--- The data ---
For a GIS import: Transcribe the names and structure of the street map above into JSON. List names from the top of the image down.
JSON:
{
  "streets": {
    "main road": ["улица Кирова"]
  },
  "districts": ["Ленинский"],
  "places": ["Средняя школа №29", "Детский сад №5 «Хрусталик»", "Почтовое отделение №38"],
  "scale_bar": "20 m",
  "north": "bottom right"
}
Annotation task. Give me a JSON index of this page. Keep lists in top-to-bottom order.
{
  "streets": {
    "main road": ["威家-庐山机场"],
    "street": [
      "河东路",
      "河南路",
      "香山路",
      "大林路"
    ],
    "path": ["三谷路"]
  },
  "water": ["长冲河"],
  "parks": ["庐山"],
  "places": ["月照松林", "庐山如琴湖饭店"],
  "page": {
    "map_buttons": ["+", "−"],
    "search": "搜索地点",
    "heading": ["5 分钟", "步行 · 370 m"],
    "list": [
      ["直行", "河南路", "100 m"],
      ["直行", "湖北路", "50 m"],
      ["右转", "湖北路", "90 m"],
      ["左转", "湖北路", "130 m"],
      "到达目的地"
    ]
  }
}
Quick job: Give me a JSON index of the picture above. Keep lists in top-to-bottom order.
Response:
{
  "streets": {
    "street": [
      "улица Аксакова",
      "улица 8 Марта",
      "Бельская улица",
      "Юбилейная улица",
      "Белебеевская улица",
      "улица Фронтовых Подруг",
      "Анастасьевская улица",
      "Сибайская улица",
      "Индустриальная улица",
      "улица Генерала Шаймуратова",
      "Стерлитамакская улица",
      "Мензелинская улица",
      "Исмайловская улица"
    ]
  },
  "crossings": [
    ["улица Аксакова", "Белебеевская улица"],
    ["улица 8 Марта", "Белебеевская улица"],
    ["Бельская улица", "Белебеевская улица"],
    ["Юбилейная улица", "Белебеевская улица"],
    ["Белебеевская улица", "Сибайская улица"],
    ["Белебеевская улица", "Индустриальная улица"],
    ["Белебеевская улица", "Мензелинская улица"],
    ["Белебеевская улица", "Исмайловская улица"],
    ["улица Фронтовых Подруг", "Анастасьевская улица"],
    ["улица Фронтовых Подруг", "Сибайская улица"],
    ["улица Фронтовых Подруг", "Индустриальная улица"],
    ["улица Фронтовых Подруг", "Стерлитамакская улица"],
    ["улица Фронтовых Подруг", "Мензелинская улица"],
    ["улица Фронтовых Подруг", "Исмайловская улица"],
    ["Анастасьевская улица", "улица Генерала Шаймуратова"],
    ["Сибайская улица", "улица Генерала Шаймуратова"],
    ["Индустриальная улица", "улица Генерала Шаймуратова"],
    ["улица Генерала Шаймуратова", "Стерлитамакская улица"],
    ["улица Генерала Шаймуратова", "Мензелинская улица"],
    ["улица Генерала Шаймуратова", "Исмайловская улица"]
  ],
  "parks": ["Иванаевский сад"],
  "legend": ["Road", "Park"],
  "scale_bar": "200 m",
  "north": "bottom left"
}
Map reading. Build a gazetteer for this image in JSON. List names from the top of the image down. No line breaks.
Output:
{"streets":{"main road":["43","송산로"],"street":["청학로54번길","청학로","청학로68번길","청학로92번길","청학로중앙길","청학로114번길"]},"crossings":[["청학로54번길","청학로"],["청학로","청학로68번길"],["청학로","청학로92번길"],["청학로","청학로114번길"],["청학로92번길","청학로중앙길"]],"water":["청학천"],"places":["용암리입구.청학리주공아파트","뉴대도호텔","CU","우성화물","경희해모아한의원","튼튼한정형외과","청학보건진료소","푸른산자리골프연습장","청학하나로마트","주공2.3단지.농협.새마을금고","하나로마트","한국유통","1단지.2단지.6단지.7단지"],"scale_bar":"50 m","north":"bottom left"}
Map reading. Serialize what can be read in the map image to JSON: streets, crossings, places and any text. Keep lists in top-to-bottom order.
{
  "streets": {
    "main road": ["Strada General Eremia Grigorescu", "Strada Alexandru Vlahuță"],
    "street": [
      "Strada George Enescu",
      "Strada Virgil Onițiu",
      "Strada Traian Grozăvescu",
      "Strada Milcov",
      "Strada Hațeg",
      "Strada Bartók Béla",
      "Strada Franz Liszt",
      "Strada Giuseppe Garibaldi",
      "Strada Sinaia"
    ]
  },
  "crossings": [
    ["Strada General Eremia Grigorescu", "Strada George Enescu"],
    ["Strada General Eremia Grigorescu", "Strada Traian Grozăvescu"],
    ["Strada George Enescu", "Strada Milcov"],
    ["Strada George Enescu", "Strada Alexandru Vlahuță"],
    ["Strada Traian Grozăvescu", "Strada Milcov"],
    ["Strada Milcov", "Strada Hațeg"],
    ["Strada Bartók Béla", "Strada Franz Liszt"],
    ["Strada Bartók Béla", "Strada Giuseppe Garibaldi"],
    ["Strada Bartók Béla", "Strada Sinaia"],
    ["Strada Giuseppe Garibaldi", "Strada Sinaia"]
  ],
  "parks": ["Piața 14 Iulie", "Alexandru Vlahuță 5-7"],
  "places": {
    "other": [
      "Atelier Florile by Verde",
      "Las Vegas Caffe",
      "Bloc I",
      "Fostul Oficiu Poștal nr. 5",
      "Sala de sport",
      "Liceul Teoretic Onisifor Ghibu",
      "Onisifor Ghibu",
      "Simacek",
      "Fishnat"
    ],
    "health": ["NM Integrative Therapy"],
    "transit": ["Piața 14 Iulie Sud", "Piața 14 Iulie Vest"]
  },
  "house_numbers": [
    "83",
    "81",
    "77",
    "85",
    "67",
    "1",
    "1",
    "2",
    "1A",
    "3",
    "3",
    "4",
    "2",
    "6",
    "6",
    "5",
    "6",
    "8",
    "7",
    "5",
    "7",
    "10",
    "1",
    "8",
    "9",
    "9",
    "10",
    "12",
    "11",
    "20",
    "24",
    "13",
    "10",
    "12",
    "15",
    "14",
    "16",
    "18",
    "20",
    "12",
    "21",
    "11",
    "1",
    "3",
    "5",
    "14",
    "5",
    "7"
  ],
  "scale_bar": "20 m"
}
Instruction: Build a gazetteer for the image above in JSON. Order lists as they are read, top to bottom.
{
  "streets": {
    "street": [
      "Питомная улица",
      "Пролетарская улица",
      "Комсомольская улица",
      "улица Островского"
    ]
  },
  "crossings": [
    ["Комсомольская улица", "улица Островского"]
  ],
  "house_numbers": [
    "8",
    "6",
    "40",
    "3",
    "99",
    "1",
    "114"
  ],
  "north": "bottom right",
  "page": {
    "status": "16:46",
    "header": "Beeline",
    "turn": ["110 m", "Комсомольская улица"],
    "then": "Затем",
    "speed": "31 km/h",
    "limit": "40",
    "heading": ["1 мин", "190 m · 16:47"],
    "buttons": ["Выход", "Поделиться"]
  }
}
---
» Problem description
Restate every line of the data above exactly as it was written.

» Finished exercise
For a GIS import: Transcribe the names and structure of the street map above into JSON. List names from the top of the image down.
JSON:
{
  "streets": {
    "main road": ["улица Кирова"]
  },
  "districts": ["Ленинский"],
  "places": ["Средняя школа №29", "Детский сад №5 «Хрусталик»", "Почтовое отделение №38"],
  "scale_bar": "20 m",
  "north": "bottom right"
}
Annotation task. Give me a JSON index of this page. Keep lists in top-to-bottom order.
{
  "streets": {
    "main road": ["威家-庐山机场"],
    "street": [
      "河东路",
      "河南路",
      "香山路",
      "大林路"
    ],
    "path": ["三谷路"]
  },
  "water": ["长冲河"],
  "parks": ["庐山"],
  "places": ["月照松林", "庐山如琴湖饭店"],
  "page": {
    "map_buttons": ["+", "−"],
    "search": "搜索地点",
    "heading": ["5 分钟", "步行 · 370 m"],
    "list": [
      ["直行", "河南路", "100 m"],
      ["直行", "湖北路", "50 m"],
      ["右转", "湖北路", "90 m"],
      ["左转", "湖北路", "130 m"],
      "到达目的地"
    ]
  }
}
Quick job: Give me a JSON index of the picture above. Keep lists in top-to-bottom order.
Response:
{
  "streets": {
    "street": [
      "улица Аксакова",
      "улица 8 Марта",
      "Бельская улица",
      "Юбилейная улица",
      "Белебеевская улица",
      "улица Фронтовых Подруг",
      "Анастасьевская улица",
      "Сибайская улица",
      "Индустриальная улица",
      "улица Генерала Шаймуратова",
      "Стерлитамакская улица",
      "Мензелинская улица",
      "Исмайловская улица"
    ]
  },
  "crossings": [
    ["улица Аксакова", "Белебеевская улица"],
    ["улица 8 Марта", "Белебеевская улица"],
    ["Бельская улица", "Белебеевская улица"],
    ["Юбилейная улица", "Белебеевская улица"],
    ["Белебеевская улица", "Сибайская улица"],
    ["Белебеевская улица", "Индустриальная улица"],
    ["Белебеевская улица", "Мензелинская улица"],
    ["Белебеевская улица", "Исмайловская улица"],
    ["улица Фронтовых Подруг", "Анастасьевская улица"],
    ["улица Фронтовых Подруг", "Сибайская улица"],
    ["улица Фронтовых Подруг", "Индустриальная улица"],
    ["улица Фронтовых Подруг", "Стерлитамакская улица"],
    ["улица Фронтовых Подруг", "Мензелинская улица"],
    ["улица Фронтовых Подруг", "Исмайловская улица"],
    ["Анастасьевская улица", "улица Генерала Шаймуратова"],
    ["Сибайская улица", "улица Генерала Шаймуратова"],
    ["Индустриальная улица", "улица Генерала Шаймуратова"],
    ["улица Генерала Шаймуратова", "Стерлитамакская улица"],
    ["улица Генерала Шаймуратова", "Мензелинская улица"],
    ["улица Генерала Шаймуратова", "Исмайловская улица"]
  ],
  "parks": ["Иванаевский сад"],
  "legend": ["Road", "Park"],
  "scale_bar": "200 m",
  "north": "bottom left"
}
Map reading. Build a gazetteer for this image in JSON. List names from the top of the image down. No line breaks.
Output:
{"streets":{"main road":["43","송산로"],"street":["청학로54번길","청학로","청학로68번길","청학로92번길","청학로중앙길","청학로114번길"]},"crossings":[["청학로54번길","청학로"],["청학로","청학로68번길"],["청학로","청학로92번길"],["청학로","청학로114번길"],["청학로92번길","청학로중앙길"]],"water":["청학천"],"places":["용암리입구.청학리주공아파트","뉴대도호텔","CU","우성화물","경희해모아한의원","튼튼한정형외과","청학보건진료소","푸른산자리골프연습장","청학하나로마트","주공2.3단지.농협.새마을금고","하나로마트","한국유통","1단지.2단지.6단지.7단지"],"scale_bar":"50 m","north":"bottom left"}
Map reading. Serialize what can be read in the map image to JSON: streets, crossings, places and any text. Keep lists in top-to-bottom order.
{
  "streets": {
    "main road": ["Strada General Eremia Grigorescu", "Strada Alexandru Vlahuță"],
    "street": [
      "Strada George Enescu",
      "Strada Virgil Onițiu",
      "Strada Traian Grozăvescu",
      "Strada Milcov",
      "Strada Hațeg",
      "Strada Bartók Béla",
      "Strada Franz Liszt",
      "Strada Giuseppe Garibaldi",
      "Strada Sinaia"
    ]
  },
  "crossings": [
    ["Strada General Eremia Grigorescu", "Strada George Enescu"],
    ["Strada General Eremia Grigorescu", "Strada Traian Grozăvescu"],
    ["Strada George Enescu", "Strada Milcov"],
    ["Strada George Enescu", "Strada Alexandru Vlahuță"],
    ["Strada Traian Grozăvescu", "Strada Milcov"],
    ["Strada Milcov", "Strada Hațeg"],
    ["Strada Bartók Béla", "Strada Franz Liszt"],
    ["Strada Bartók Béla", "Strada Giuseppe Garibaldi"],
    ["Strada Bartók Béla", "Strada Sinaia"],
    ["Strada Giuseppe Garibaldi", "Strada Sinaia"]
  ],
  "parks": ["Piața 14 Iulie", "Alexandru Vlahuță 5-7"],
  "places": {
    "other": [
      "Atelier Florile by Verde",
      "Las Vegas Caffe",
      "Bloc I",
      "Fostul Oficiu Poștal nr. 5",
      "Sala de sport",
      "Liceul Teoretic Onisifor Ghibu",
      "Onisifor Ghibu",
      "Simacek",
      "Fishnat"
    ],
    "health": ["NM Integrative Therapy"],
    "transit": ["Piața 14 Iulie Sud", "Piața 14 Iulie Vest"]
  },
  "house_numbers": [
    "83",
    "81",
    "77",
    "85",
    "67",
    "1",
    "1",
    "2",
    "1A",
    "3",
    "3",
    "4",
    "2",
    "6",
    "6",
    "5",
    "6",
    "8",
    "7",
    "5",
    "7",
    "10",
    "1",
    "8",
    "9",
    "9",
    "10",
    "12",
    "11",
    "20",
    "24",
    "13",
    "10",
    "12",
    "15",
    "14",
    "16",
    "18",
    "20",
    "12",
    "21",
    "11",
    "1",
    "3",
    "5",
    "14",
    "5",
    "7"
  ],
  "scale_bar": "20 m"
}
Instruction: Build a gazetteer for the image above in JSON. Order lists as they are read, top to bottom.
{
  "streets": {
    "street": [
      "Питомная улица",
      "Пролетарская улица",
      "Комсомольская улица",
      "улица Островского"
    ]
  },
  "crossings": [
    ["Комсомольская улица", "улица Островского"]
  ],
  "house_numbers": [
    "8",
    "6",
    "40",
    "3",
    "99",
    "1",
    "114"
  ],
  "north": "bottom right",
  "page": {
    "status": "16:46",
    "header": "Beeline",
    "turn": ["110 m", "Комсомольская улица"],
    "then": "Затем",
    "speed": "31 km/h",
    "limit": "40",
    "heading": ["1 мин", "190 m · 16:47"],
    "buttons": ["Выход", "Поделиться"]
  }
}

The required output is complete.